Space reduction was also off the table due to contractual obligations. But that’s not case for new leases, or where the development of the space was ongoing. Here companies did not hesitate to move forward.
“We started designing an office for a large pharmaceutical a year ago that chose to go with an activity-based space,” Norbert Bányai, co-CEO of LEVEL Up Office Design told the Budapest Business Journal.
This approach means there are no designated workspaces for employees and the number of work stations is enough for 70% of the workers employed.
“These would include an ‘aggressive’ collaboration space, meeting rooms, lounges, a café – where anyone can work where they finds themselves most comfortable,” he explains. Then came the pandemic and for a while it looked that the company would stay with the initial design. Yet by the time summer came, like most, they took the consequences of the forced home working phenomenon and adjusted their requirements, Bányai says.
As opposed to the original space, already 70% of what would have been necessary in a ‘traditional’ office considering the headcount, they reduced the space even further. This new way of working not only brings with it a reduction to the overall space; the proportions within have also changed, Bányai explains.
“We designed a large ‘tribal area’, which is basically an office within an office. Here people or teams can collaborate, can sit down or hold a presentation around a large enough table, but it is also suitable for meetings and one-on-one discussions; an open but still separate project area.”
There is also a free-for-all, flexible zone where anyone can use a work station and a mix-and-match zone which can easily be adjustable to changing needs.
Flexibility and multifunctionality has been given much more emphasis in this new normal. It is important that offices are not rigidly structured, instead they can be easily repurposed by, for example, moving a table, or setting up a folding screen, the expert says.
To meet such requirements, designers use adjustable office furniture, tables with rollers, etc. There is still a need for meeting rooms where companies can hold “town-hall” meetings, but also areas that enable more focused work should someone’s home be not suitable for that.
However, not all thrive in an office environment. With this sudden shift to home, many realized how much more they can focus on work when they are not distracted by colleagues. Unlike in an office, people have authority over their home environment, says Bányai. This allows not only for a deeper focus with fewer distractions but more confidence in what one does.

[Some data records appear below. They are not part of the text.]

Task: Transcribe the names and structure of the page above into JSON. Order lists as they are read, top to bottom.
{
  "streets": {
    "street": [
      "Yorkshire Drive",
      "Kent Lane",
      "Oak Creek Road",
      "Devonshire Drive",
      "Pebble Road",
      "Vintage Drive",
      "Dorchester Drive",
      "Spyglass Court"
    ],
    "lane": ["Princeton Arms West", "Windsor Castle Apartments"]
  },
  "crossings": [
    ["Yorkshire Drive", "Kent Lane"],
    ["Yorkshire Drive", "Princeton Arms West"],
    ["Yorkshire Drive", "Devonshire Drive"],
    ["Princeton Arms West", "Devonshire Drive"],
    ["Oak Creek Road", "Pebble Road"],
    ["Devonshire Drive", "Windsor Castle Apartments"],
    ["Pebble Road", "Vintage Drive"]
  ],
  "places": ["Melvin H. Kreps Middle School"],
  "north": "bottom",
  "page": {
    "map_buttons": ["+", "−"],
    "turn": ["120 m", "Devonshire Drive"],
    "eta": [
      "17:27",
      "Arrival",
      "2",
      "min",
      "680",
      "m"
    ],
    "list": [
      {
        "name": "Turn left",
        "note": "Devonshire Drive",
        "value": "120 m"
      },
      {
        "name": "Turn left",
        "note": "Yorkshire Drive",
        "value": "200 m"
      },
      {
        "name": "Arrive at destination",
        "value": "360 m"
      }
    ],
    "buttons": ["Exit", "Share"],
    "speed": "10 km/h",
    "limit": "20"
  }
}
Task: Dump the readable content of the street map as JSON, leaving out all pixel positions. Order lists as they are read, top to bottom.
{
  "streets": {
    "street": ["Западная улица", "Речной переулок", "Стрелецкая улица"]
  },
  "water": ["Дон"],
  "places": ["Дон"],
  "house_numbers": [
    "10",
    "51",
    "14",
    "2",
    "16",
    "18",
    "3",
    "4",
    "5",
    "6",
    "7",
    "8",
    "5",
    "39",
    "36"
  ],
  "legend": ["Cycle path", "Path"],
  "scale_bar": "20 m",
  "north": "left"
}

New design approaches can only work if employees’ needs are thoroughly studied and understood, Bányai says. Especially given the limitations of a substantially smaller area, designers have to look carefully at the different functions and interactions in order that it would work in the end.
Though LEVEL Up has designed offices in several “A” category buildings, and has many multinational clients, it had to be even more thorough.
“We conducted a lot of interviews in advance, but even so, we have to pay much more attention to the relationship [between people and divisions],” Bányai explains, citing a telecommunication client who recently reduced its office space to less than a third of the original.
The optimization of space and the lessons learnt from the work-from-home phenomenon have made companies realize that there is even more room for reduction – and not only as far as office space is concerned.
“Many companies understood that work can be done efficiently from home and in general. So much so that they decided to let go of more people, and not only due to the economic consideration, but also because they can do with fewer,” Bányai says.
“These trends started prior to the pandemic,” he points out. “What the coronavirus did is it simply accelerated them and shifted focus. With people spending on average 2.5 days in home office, the purpose of the office has changed: instead of a space for (focused) work, their main function is to build and maintain community,” he explains.
And even though there is less time spent in the workplace, the office, as a major element of company branding has not lost its appeal, according to the expert. People may spend more time at home, but if the environment feels cozy and the office is well equipped, it remains attractive.
“People may come in to have a coffee and a chat with a colleague and when in, they may well stay and do some work at one of the working stations,” Bányai adds.